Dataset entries

Start of Block

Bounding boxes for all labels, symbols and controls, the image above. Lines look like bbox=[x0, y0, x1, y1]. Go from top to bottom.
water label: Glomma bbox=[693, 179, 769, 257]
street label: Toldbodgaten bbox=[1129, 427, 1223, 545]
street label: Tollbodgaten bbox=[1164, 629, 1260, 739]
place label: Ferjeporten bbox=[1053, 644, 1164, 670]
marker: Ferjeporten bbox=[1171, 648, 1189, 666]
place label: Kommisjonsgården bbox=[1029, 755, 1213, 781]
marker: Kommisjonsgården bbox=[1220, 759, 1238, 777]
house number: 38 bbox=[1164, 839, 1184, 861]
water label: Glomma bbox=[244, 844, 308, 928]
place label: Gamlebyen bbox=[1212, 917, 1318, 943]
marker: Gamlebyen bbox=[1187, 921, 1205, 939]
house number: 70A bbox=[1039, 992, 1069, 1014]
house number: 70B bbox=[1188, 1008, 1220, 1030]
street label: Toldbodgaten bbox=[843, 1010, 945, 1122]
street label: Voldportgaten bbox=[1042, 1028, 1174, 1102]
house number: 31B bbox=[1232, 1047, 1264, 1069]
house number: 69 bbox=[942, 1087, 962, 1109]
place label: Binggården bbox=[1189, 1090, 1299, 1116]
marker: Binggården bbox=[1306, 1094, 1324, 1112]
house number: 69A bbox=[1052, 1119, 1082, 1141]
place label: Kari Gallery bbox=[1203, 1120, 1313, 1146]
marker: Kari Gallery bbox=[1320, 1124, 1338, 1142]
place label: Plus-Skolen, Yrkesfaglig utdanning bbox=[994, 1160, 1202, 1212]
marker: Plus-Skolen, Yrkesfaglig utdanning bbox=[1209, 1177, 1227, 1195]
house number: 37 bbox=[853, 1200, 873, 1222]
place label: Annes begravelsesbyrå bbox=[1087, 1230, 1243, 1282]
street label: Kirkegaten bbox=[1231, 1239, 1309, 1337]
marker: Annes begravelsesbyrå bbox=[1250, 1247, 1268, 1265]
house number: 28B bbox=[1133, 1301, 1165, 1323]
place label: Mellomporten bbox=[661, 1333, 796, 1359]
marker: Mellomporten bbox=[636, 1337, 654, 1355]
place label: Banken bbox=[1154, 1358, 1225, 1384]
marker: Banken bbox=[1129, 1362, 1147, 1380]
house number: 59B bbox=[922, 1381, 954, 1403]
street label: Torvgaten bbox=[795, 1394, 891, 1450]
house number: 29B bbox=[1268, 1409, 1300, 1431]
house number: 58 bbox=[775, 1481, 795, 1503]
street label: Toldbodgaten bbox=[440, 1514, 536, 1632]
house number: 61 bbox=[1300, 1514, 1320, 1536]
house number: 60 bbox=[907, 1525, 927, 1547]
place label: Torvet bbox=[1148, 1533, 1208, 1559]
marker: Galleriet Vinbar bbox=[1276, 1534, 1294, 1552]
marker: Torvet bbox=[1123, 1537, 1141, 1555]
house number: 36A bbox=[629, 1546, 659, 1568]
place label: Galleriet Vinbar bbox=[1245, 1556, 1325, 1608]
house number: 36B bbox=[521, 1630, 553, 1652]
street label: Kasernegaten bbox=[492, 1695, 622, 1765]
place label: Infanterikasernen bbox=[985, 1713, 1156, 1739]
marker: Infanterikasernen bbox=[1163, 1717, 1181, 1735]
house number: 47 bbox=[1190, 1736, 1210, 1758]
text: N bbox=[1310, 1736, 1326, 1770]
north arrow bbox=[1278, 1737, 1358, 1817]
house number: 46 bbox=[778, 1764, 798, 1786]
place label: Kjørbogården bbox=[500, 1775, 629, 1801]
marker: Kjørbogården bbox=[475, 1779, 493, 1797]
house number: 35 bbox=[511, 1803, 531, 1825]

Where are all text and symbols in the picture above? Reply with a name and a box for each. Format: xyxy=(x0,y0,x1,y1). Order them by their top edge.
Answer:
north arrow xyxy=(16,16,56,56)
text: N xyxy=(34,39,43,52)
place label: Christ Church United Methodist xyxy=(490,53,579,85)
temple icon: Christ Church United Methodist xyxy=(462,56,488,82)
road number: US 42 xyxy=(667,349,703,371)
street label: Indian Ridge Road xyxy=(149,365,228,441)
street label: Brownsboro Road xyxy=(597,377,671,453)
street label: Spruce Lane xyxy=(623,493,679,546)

End of Block

Exactly as they stand in the records above, print the lines from the one containing "Where are all" through the final line, inclusive.

ANSWER SECTION:
Where are all text and symbols in the picture above? Reply with a name and a box for each. Format: xyxy=(x0,y0,x1,y1). Order them by their top edge.
Answer:
north arrow xyxy=(16,16,56,56)
text: N xyxy=(34,39,43,52)
place label: Christ Church United Methodist xyxy=(490,53,579,85)
temple icon: Christ Church United Methodist xyxy=(462,56,488,82)
road number: US 42 xyxy=(667,349,703,371)
street label: Indian Ridge Road xyxy=(149,365,228,441)
street label: Brownsboro Road xyxy=(597,377,671,453)
street label: Spruce Lane xyxy=(623,493,679,546)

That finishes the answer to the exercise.